Antivirus Vs. Firewall (Explained for Beginners)

Dropping thousands of dollars on a laptop or home desktop is quite a monetary investment and one that needs to be protected. Trying to figure out the right kind of protection can be tricky if you aren’t familiar with network security devices, particularly when it comes to antivirus software and firewall. 

Antivirus and firewall are both needed protections for your operating system. A firewall acts as a primary line of defense, while antivirus is a secondary safeguard. They have slightly different functions, and neither is superior to the other or sufficient on its own. 

Knowing about the different options out there to protect me and my device is critical in selecting the right software. Hearing terms like antivirus and firewall sound good in theory, but I need to know what they protect and how they go about doing so. That way, I can make a fact-based decision on whether I need both types of protection or just one.

antivirus vs firewall

What is the Difference Between Antivirus and Firewall?

When I got my first computer, I was told that I already had a firewall installed as part of the package I purchased.

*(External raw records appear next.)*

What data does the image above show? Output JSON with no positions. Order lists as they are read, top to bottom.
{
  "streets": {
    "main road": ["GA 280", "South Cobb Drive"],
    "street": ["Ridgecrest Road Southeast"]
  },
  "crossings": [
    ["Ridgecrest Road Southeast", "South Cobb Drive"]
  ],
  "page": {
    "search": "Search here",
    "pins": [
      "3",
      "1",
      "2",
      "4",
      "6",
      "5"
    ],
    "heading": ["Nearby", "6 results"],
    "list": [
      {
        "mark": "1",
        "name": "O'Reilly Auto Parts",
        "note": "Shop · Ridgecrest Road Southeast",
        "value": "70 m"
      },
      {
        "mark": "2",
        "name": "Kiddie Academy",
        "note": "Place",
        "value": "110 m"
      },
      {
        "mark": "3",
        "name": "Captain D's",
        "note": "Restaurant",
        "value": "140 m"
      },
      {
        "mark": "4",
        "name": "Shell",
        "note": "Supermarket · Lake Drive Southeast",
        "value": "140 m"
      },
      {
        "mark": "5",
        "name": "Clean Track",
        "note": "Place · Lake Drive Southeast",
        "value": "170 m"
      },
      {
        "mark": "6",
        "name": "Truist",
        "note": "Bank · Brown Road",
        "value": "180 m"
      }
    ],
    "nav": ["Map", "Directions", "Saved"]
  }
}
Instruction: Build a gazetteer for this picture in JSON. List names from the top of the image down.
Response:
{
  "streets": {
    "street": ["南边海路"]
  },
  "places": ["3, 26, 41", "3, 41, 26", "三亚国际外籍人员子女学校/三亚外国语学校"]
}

I had no idea what a firewall did or why it was necessary, but I knew it was meant to protect my device and, by extension, myself. 

Even though antivirus and firewall are used interchangeably, there are notable differences. 

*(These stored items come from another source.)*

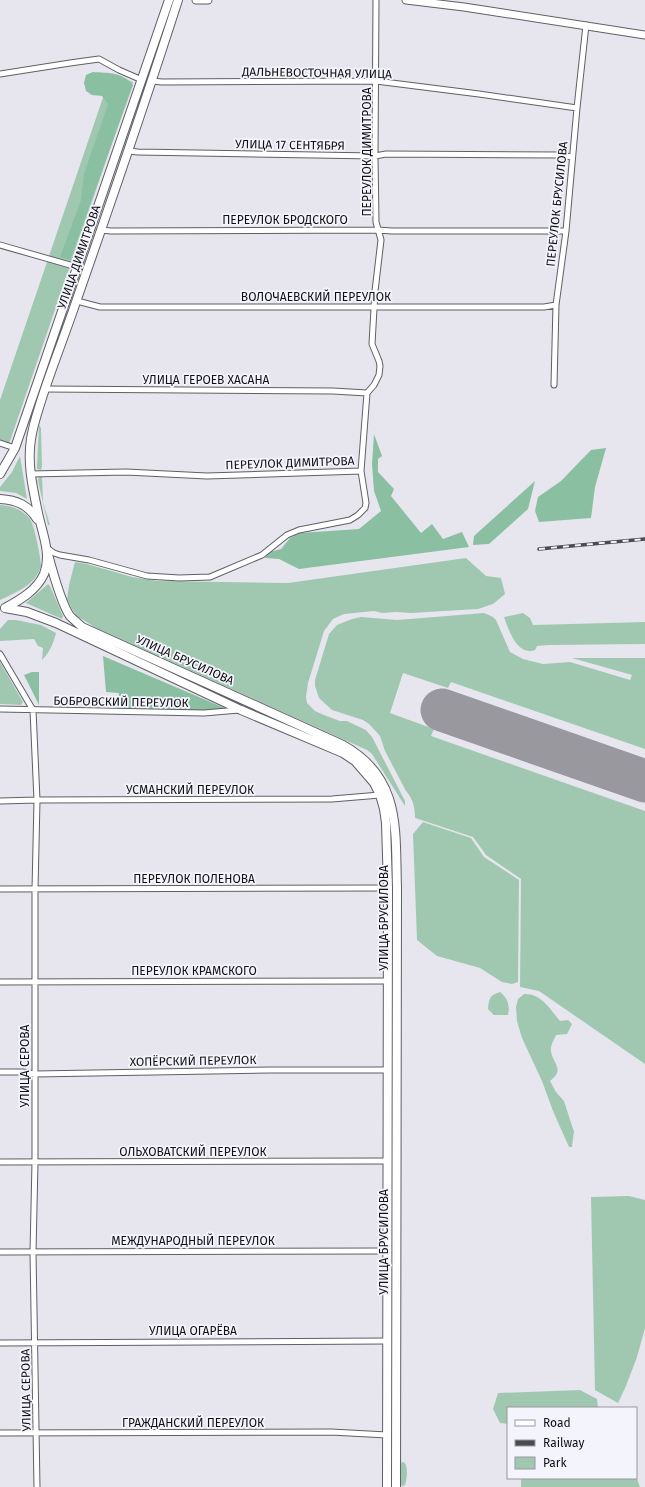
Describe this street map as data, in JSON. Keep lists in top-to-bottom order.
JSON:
{
  "streets": {
    "main road": ["УЛИЦА ДИМИТРОВА", "УЛИЦА БРУСИЛОВА"],
    "street": [
      "ДАЛЬНЕВОСТОЧНАЯ УЛИЦА",
      "УЛИЦА 17 СЕНТЯБРЯ",
      "ПЕРЕУЛОК ДИМИТРОВА",
      "ПЕРЕУЛОК БРУСИЛОВА",
      "ПЕРЕУЛОК БРОДСКОГО",
      "ВОЛОЧАЕВСКИЙ ПЕРЕУЛОК",
      "УЛИЦА ГЕРОЕВ ХАСАНА",
      "БОБРОВСКИЙ ПЕРЕУЛОК",
      "УСМАНСКИЙ ПЕРЕУЛОК",
      "ПЕРЕУЛОК ПОЛЕНОВА",
      "ПЕРЕУЛОК КРАМСКОГО",
      "ХОПЁРСКИЙ ПЕРЕУЛОК",
      "УЛИЦА СЕРОВА",
      "ОЛЬХОВАТСКИЙ ПЕРЕУЛОК",
      "МЕЖДУНАРОДНЫЙ ПЕРЕУЛОК",
      "УЛИЦА ОГАРЁВА",
      "ГРАЖДАНСКИЙ ПЕРЕУЛОК"
    ]
  },
  "crossings": [
    ["ДАЛЬНЕВОСТОЧНАЯ УЛИЦА", "ПЕРЕУЛОК ДИМИТРОВА"],
    ["ДАЛЬНЕВОСТОЧНАЯ УЛИЦА", "ПЕРЕУЛОК БРУСИЛОВА"],
    ["ДАЛЬНЕВОСТОЧНАЯ УЛИЦА", "УЛИЦА ДИМИТРОВА"],
    ["УЛИЦА 17 СЕНТЯБРЯ", "ПЕРЕУЛОК ДИМИТРОВА"],
    ["УЛИЦА 17 СЕНТЯБРЯ", "ПЕРЕУЛОК БРУСИЛОВА"],
    ["УЛИЦА 17 СЕНТЯБРЯ", "УЛИЦА ДИМИТРОВА"],
    ["ПЕРЕУЛОК ДИМИТРОВА", "ПЕРЕУЛОК БРОДСКОГО"],
    ["ПЕРЕУЛОК ДИМИТРОВА", "УЛИЦА ДИМИТРОВА"],
    ["ПЕРЕУЛОК ДИМИТРОВА", "ВОЛОЧАЕВСКИЙ ПЕРЕУЛОК"],
    ["ПЕРЕУЛОК ДИМИТРОВА", "УЛИЦА ГЕРОЕВ ХАСАНА"],
    ["ПЕРЕУЛОК БРУСИЛОВА", "ПЕРЕУЛОК БРОДСКОГО"],
    ["ПЕРЕУЛОК БРУСИЛОВА", "ВОЛОЧАЕВСКИЙ ПЕРЕУЛОК"],
    ["ПЕРЕУЛОК БРОДСКОГО", "УЛИЦА ДИМИТРОВА"],
    ["УЛИЦА ДИМИТРОВА", "ВОЛОЧАЕВСКИЙ ПЕРЕУЛОК"],
    ["УЛИЦА ДИМИТРОВА", "УЛИЦА ГЕРОЕВ ХАСАНА"],
    ["УЛИЦА ДИМИТРОВА", "УЛИЦА БРУСИЛОВА"],
    ["УЛИЦА БРУСИЛОВА", "БОБРОВСКИЙ ПЕРЕУЛОК"],
    ["УЛИЦА БРУСИЛОВА", "УСМАНСКИЙ ПЕРЕУЛОК"],
    ["УЛИЦА БРУСИЛОВА", "ПЕРЕУЛОК ПОЛЕНОВА"],
    ["УЛИЦА БРУСИЛОВА", "ПЕРЕУЛОК КРАМСКОГО"],
    ["УЛИЦА БРУСИЛОВА", "ХОПЁРСКИЙ ПЕРЕУЛОК"],
    ["УЛИЦА БРУСИЛОВА", "ОЛЬХОВАТСКИЙ ПЕРЕУЛОК"],
    ["УЛИЦА БРУСИЛОВА", "МЕЖДУНАРОДНЫЙ ПЕРЕУЛОК"],
    ["УЛИЦА БРУСИЛОВА", "УЛИЦА ОГАРЁВА"],
    ["УЛИЦА БРУСИЛОВА", "ГРАЖДАНСКИЙ ПЕРЕУЛОК"],
    ["БОБРОВСКИЙ ПЕРЕУЛОК", "УЛИЦА СЕРОВА"],
    ["УСМАНСКИЙ ПЕРЕУЛОК", "УЛИЦА СЕРОВА"],
    ["ПЕРЕУЛОК ПОЛЕНОВА", "УЛИЦА СЕРОВА"],
    ["ПЕРЕУЛОК КРАМСКОГО", "УЛИЦА СЕРОВА"],
    ["ХОПЁРСКИЙ ПЕРЕУЛОК", "УЛИЦА СЕРОВА"],
    ["УЛИЦА СЕРОВА", "ОЛЬХОВАТСКИЙ ПЕРЕУЛОК"],
    ["УЛИЦА СЕРОВА", "МЕЖДУНАРОДНЫЙ ПЕРЕУЛОК"],
    ["УЛИЦА СЕРОВА", "УЛИЦА ОГАРЁВА"],
    ["УЛИЦА СЕРОВА", "ГРАЖДАНСКИЙ ПЕРЕУЛОК"]
  ],
  "legend": ["Road", "Railway", "Park"]
}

  • Software-based Vs. Software & Hardware-based 
  • Network Security Vs. Internal Threats

I was told that it was worth investing in antivirus software as well, which left me confused because I thought that since I had the firewall, nothing else was necessary. Unfortunately, I did not heed the advice, and I would later come to regret that choice. 

Software-based Vs. Software & Hardware-based

One of the primary differences between my antivirus software and my firewall is that antivirus is strictly software-based, whereas a firewall is both software and hardware-based. Once I found this out, the next question I had was, what does that mean?

It means that the antivirus will come against a threat that will try and destroy my computer system, and a firewall protects the private internet network I’m using and, by extension, my computer system. A private internet network is password-protected internet access, whether that be your own internet or a secure Wi-Fi connection you obtain the password to, like at a coffee shop or other business. 

Network Security Vs. Internal Threats

Another notable difference is what my firewall or antivirus software will protect. A firewall is in charge of network security by monitoring my network traffic. This means it keeps tabs on the amount of data moving across the internet network I’m using at any time. So, when I click on a website, that data comes from a source. 

It gets broken down into data packets, sent over my network and then my computer reassembles the data and shows up on my screen. A firewall prevents any unauthorized intrusion trying to take place on the network I’m using. So, if I click on a website link and something other than that site tries to come through, my firewall will block it. 

An antivirus will scan my entire computer system looking for any threats to the system. Once it detects threats, it will alert me so I can select to remove the threats. This includes viruses, Trojans, worms, etc. 

So, let’s say an external threat gets past my firewall. Maybe through a USB device I connected to my computer, an unfamiliar email I opened, or a website I visited, and now it’s living in my computer system wreaking havoc. Once it’s in your computer system, it becomes an internal threat. Now, I need to run my antivirus software to identify it and remove it so it can no longer do damage. 

Why do I Need Both an Antivirus and a Firewall?

Once I found out the difference between my antivirus and firewall, I saw more clearly why I needed to have both on my device. Each has its limitations and one acts as a second line of defense for the other. 

A firewall is strictly a preventative measure. It can not assist me if a threat somehow bypasses it and ends up in my computer system. That would now make it an internal threat and firewalls do not handle internal threats. Unfortunately, there are ways in which my firewall can be bypassed or hacked. 

My antivirus is that second layer of defense that is needed should an internal threat present itself. It will find it and remove it to protect my computer system and myself. Antivirus is also preventative and can be considered internet security in some sense, but it does not limit the access of outside networks. Only a firewall prevents communication between my computer and other computers using the network and internet I’m on. This is why both are necessary. 

How Can a Firewall be Bypassed?

This simple answer to this question is vulnerabilities. If my operating system or any of my applications have vulnerabilities, they can be exploited; this includes me as the user. 

The most common ways to exploit the user are through a phishing email, posing as a legitimate business I may use, to get my login credentials; or a phone call from a criminal pretending to be an admin for my system requesting access to my computer fix an issue. 

The best way to combat this is to be vigilant, keep my applications and operating system up-to-date, maybe even disable certain applications that have known issues, and install an antivirus. 


Being knowledgeable makes me less vulnerable to attacks against my device and my information. Having both a firewall and antivirus on my computer is a start to that protection. Now I can have the peace of mind I need to use my device without fear of external or internal threats. 

Antivirus software and firewalls represent the first layer of defense against viruses and other malware on your devices. While not an impenetrable shield, installing both can bolster your security against attacks.